After an hour, the shelling and gunfire became more intermittent, but there were conflicting reports about how much land the rebels may have captured.

Meanwhile, Libyan television reported that government forces had retaken Zawiyah, a middle-class dormitory town 60 kilometres west of Tripoli, from the rebel.

The reports said local rebel leader Hussein Darbuk and his deputy had been killed and other leaders captured, along with tanks, troop carriers and other weaponry.

From the capital correspondents could see half-a-dozen Chinook twin-rotor transport helicopters flying towards and away from Zawiyah.

However, a local militant politician in the town vehemently denied the report and said opposition forces were still in control.

Mohammed Qassem said in a live interview on Al-Jazeera television however that Zawiyah was surrounded by pro-Kadhafi forces and three people had been killed.

A government official later said there were still “pockets of resistance” in Zawiyah.

Earlier police fired tear gas at some 100 anti-regime demonstrators in the Tajoura neighbourhood in eastern Tripoli after Friday prayers, a witness said.
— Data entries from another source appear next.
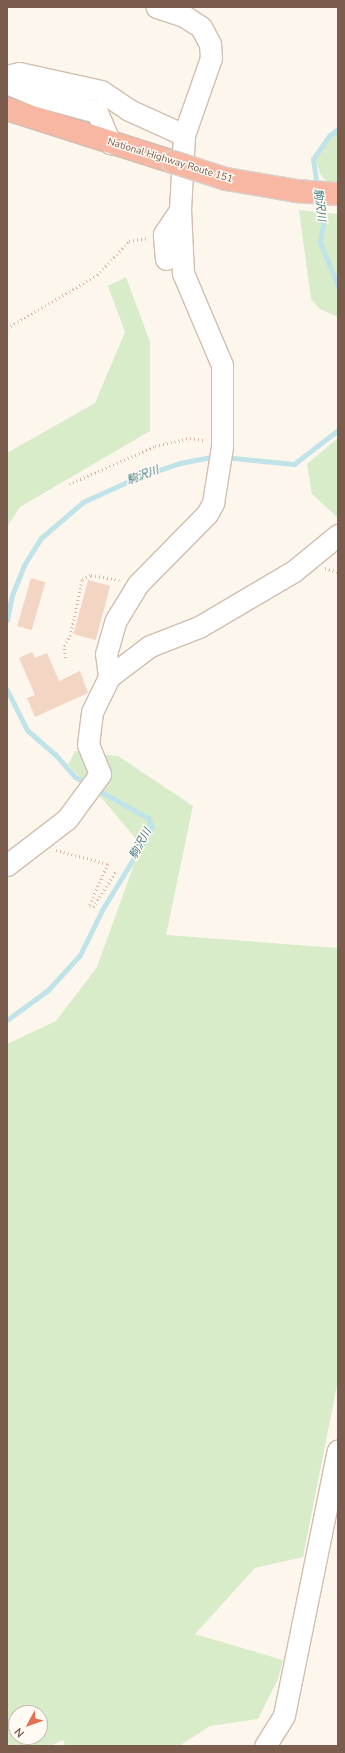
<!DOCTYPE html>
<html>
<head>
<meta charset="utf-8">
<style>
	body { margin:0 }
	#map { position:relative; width:345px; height:1753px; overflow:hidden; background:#fdf6ec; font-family:"Nunito Sans","Noto Sans JP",sans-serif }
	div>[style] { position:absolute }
	.green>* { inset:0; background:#d8ecc9 }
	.stream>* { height:5px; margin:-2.5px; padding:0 2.5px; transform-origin:2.5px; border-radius:2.5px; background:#bfe3e8 }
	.building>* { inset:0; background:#f3d5c3; transform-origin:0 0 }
	.path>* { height:2.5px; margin-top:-1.25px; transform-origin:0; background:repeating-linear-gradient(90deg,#d9b8a5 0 1px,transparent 0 4px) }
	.roads { filter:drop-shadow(1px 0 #d1beb0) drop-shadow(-1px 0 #d1beb0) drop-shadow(0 1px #d1beb0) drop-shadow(0 -1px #d1beb0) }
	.minor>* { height:21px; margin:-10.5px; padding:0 10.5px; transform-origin:10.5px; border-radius:10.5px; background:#fff }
	.highway>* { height:22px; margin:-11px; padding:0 11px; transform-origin:11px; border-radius:11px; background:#f7b7a3 }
	.bridges { filter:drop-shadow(1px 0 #dad1cd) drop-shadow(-1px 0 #dad1cd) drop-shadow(0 1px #dad1cd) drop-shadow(0 -1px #dad1cd) }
	.highway-bridge>* { height:22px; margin:-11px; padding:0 11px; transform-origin:11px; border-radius:11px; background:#f7b7a3 }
	span { translate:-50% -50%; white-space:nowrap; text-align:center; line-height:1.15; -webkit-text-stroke:3px #fffaf3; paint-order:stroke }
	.street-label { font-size:10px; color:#7a5c4d }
	.water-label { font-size:11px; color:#437c86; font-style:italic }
	.frame { position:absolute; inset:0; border:8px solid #7a5c4d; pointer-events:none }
	.north { position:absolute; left:8px; top:1705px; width:40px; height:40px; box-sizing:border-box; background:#fffaf3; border:1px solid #cabbb1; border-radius:50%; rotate:229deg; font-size:11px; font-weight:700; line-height:16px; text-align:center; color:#7a5c4d }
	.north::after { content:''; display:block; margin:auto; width:14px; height:18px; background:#e76f51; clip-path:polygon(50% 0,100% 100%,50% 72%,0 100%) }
</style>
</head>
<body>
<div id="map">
	<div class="green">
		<div style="clip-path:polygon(338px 131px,338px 181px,326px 181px,320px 174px,316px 160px,332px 136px)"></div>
		<div style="clip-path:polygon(299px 210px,338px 214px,338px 317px,320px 309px,311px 299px)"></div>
		<div style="clip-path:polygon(126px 277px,150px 342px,150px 431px,20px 507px,7px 527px,7px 453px,95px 403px,125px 332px,108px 286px)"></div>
		<div style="clip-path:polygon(338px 438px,338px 518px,312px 494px,307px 464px)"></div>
		<div style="clip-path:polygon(evenodd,75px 751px,118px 756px,193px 806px,166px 935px,338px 948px,338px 1380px,303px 1557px,255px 1568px,195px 1634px,283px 1660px,278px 1679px,258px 1719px,210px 1726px,179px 1746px,65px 1746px,63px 1740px,50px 1746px,7px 1746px,7px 1044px,56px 1021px,97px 967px,141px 845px,106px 803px,68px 765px,75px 751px,16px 1713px,40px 1713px,40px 1737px,16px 1737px,16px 1713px)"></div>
	</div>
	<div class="stream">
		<div style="left:317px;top:187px;width:28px;rotate:-98deg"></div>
		<div style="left:313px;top:159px;width:29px;rotate:-55deg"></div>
		<div style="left:330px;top:135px;width:10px;rotate:-37deg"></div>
		<div style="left:319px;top:197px;width:27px;rotate:82deg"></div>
		<div style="left:323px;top:224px;width:18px;rotate:99deg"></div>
		<div style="left:320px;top:242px;width:48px;rotate:67.8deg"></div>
		<div style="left:224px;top:457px;width:70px;rotate:5.7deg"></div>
		<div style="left:294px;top:464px;width:56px;rotate:-37.7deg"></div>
		<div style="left:7px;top:620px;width:25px;rotate:-79deg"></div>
		<div style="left:12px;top:595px;width:32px;rotate:-68deg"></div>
		<div style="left:24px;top:565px;width:32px;rotate:-58deg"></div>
		<div style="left:41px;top:538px;width:55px;rotate:-40.6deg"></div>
		<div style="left:83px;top:502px;width:53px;rotate:-24.6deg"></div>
		<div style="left:131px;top:480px;width:52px;rotate:-19.1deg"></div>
		<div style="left:180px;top:463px;width:37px;rotate:-11deg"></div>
		<div style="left:7px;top:690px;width:45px;rotate:63.4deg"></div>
		<div style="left:27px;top:730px;width:37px;rotate:41deg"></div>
		<div style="left:55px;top:754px;width:30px;rotate:49deg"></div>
		<div style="left:75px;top:777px;width:15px;rotate:28deg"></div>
		<div style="left:7px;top:1020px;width:51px;rotate:-36.2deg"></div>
		<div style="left:48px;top:990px;width:47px;rotate:-47.6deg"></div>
		<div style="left:80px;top:955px;width:50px;rotate:-63.9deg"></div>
		<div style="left:102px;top:910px;width:96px;rotate:-58.6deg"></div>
		<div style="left:152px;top:828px;width:11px;rotate:-112deg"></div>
		<div style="left:148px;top:818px;width:62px;rotate:-150.9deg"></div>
	</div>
	<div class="building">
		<div style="left:31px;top:578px;width:15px;height:50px;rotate:16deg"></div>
		<div style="left:88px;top:580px;width:23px;height:56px;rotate:15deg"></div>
		<div style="clip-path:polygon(32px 652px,35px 658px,47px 653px,59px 681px,80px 671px,88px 693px,35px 717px,27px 698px,35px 695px,19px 658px)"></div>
	</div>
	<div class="path">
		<div style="left:7px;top:328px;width:104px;rotate:-30.5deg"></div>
		<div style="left:97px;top:275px;width:47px;rotate:-46.7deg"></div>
		<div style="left:129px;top:241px;width:18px;rotate:-9deg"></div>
		<div style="left:69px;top:484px;width:94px;rotate:-23.8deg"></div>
		<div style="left:155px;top:446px;width:36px;rotate:-13deg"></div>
		<div style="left:190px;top:438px;width:14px;rotate:8deg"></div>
		<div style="left:325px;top:568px;width:14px;rotate:17deg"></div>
		<div style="left:65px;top:658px;width:12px;rotate:-95deg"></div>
		<div style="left:64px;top:646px;width:12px;rotate:-59deg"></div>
		<div style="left:70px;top:636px;width:58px;rotate:-78.1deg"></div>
		<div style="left:82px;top:579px;width:10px;rotate:-24deg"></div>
		<div style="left:91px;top:575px;width:29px;rotate:10deg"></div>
		<div style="left:56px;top:850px;width:54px;rotate:15.1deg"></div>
		<div style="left:108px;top:864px;width:45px;rotate:113.7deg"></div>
		<div style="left:90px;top:905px;width:4px;rotate:34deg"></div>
		<div style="left:93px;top:907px;width:43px;rotate:-57.4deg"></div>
	</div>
	<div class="roads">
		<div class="minor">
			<div style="left:7px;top:76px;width:12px;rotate:-14deg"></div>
			<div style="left:19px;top:73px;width:84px;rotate:12.4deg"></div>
			<div style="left:101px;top:91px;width:34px;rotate:34deg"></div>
			<div style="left:129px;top:110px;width:60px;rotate:24.4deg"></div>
			<div style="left:7px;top:83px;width:34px;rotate:23deg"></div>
			<div style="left:38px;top:96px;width:61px;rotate:15.2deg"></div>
			<div style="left:97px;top:112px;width:34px;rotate:67deg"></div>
			<div style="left:166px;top:259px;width:25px;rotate:-95deg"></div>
			<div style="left:164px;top:234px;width:29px;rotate:-56deg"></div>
			<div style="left:109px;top:677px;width:23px;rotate:-97deg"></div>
			<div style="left:106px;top:654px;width:35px;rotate:-74deg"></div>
			<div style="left:116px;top:620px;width:42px;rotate:-58.6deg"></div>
			<div style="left:138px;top:584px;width:98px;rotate:-45.4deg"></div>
			<div style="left:207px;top:514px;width:13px;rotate:-61deg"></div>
			<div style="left:213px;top:503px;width:57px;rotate:-80.9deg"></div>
			<div style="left:222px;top:447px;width:82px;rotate:-90deg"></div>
			<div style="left:222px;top:365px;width:100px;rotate:-113deg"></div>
			<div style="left:183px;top:273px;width:63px;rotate:-92.7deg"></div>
			<div style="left:180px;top:210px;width:75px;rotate:-86.9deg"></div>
			<div style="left:184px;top:135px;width:82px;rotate:-70.7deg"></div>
			<div style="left:211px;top:58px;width:14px;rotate:-94deg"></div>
			<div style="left:210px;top:44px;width:19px;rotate:-118deg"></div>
			<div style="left:201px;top:27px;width:20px;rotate:-147deg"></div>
			<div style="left:184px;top:16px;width:29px;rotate:-162deg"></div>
			<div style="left:7px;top:865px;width:76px;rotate:-37.5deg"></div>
			<div style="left:67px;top:819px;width:56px;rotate:-53.7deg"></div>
			<div style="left:100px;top:774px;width:31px;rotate:-112deg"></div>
			<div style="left:88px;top:745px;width:33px;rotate:-83deg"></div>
			<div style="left:92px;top:712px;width:39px;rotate:-64deg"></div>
			<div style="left:109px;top:677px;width:51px;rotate:-37.1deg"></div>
			<div style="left:150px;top:646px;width:53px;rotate:-21.2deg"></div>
			<div style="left:199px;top:627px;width:110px;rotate:-30.5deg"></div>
			<div style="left:294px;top:571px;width:57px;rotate:-39.3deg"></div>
			<div style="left:265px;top:1746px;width:36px;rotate:-58deg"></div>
			<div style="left:284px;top:1715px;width:270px;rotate:-78.5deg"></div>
		</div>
		<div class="highway">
			<div style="left:7px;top:109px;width:174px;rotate:17.7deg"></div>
		</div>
	</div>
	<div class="bridges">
		<div class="highway-bridge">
			<div style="left:173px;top:162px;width:56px;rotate:17.8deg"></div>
			<div style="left:226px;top:179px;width:71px;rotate:9.7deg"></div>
			<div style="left:296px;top:191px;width:42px;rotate:4.1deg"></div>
		</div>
	</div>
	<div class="street-label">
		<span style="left:170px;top:161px;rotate:17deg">National Highway Route 151</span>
	</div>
	<div class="water-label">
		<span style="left:319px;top:205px;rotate:83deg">駒沢川</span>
		<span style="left:143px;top:476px;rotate:-20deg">駒沢川</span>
		<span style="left:141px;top:844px;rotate:-62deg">駒沢川</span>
	</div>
	<div class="frame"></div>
	<div class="north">N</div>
</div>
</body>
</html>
Another said regime opponents and supporters traded blows near the capital’s Green Square.

Police fired in the air and sealed off the area but did not intervene otherwise, the second witness said.

A patchwork coalition of rebels controls eastern Libya and some towns in the west following a revolt that started on February 15, but Kadhafi retains his grip on the capital.

In Misrata, a rebel-held pocket closer to Tripoli, one person was killed late Thursday amid heavy firing by pro-Kadhafi forces in a bid to recapture the town, a witness said.

The UN refugee agency said yesterday that fewer than 2000 people had crossed the border into Tunisia on Thursday, compared with between 10,000 and 15,000 on previous days, citing the presence of heavily armed Gaddafi forces.

Those who did manage to cross told the UNHCR “their mobile phones had been confiscated en route, along with cameras,” spokeswoman Melissa Fleming said in Geneva. “Many of those who have crossed the border appear to be frightened and are unwilling to speak.”

However, four refugees who had just crossed the border yesterday said they had seen only police and no troops.

With international help, aid agencies have been able to ease congestion on the Tunisian side of the frontier, but another 12,500 people, mostly Bangladeshis, still needed evacuation, Fleming said.

In international measures against Gaddafi’s regime, Interpol said it had issued a global alert against the Libyan leader and 15 others, including members of his family and close associates.

The global police organisation said it issued the Orange Notice “in a bid to warn member states of the danger posed by the movement of these individuals and their assets,” following a UN Security Council travel ban and asset freeze.

The move is also to assist the International Criminal Court investigation into alleged crimes against humanity in Libya, Interpol said.

It means Interpol’s 188 member countries “will be able to take all necessary measures to protect civilians and to enforce travel bans against all 16 Libyan nationals, as well as the assets freeze targeting six of them.”

Last week, the UN Security Council unanimously ordered a travel and assets ban on Kadhafi’s regime. British authorities said yesterday a border control cutter had intercepted a ship carrying some $160 million of Libyan currency in British waters.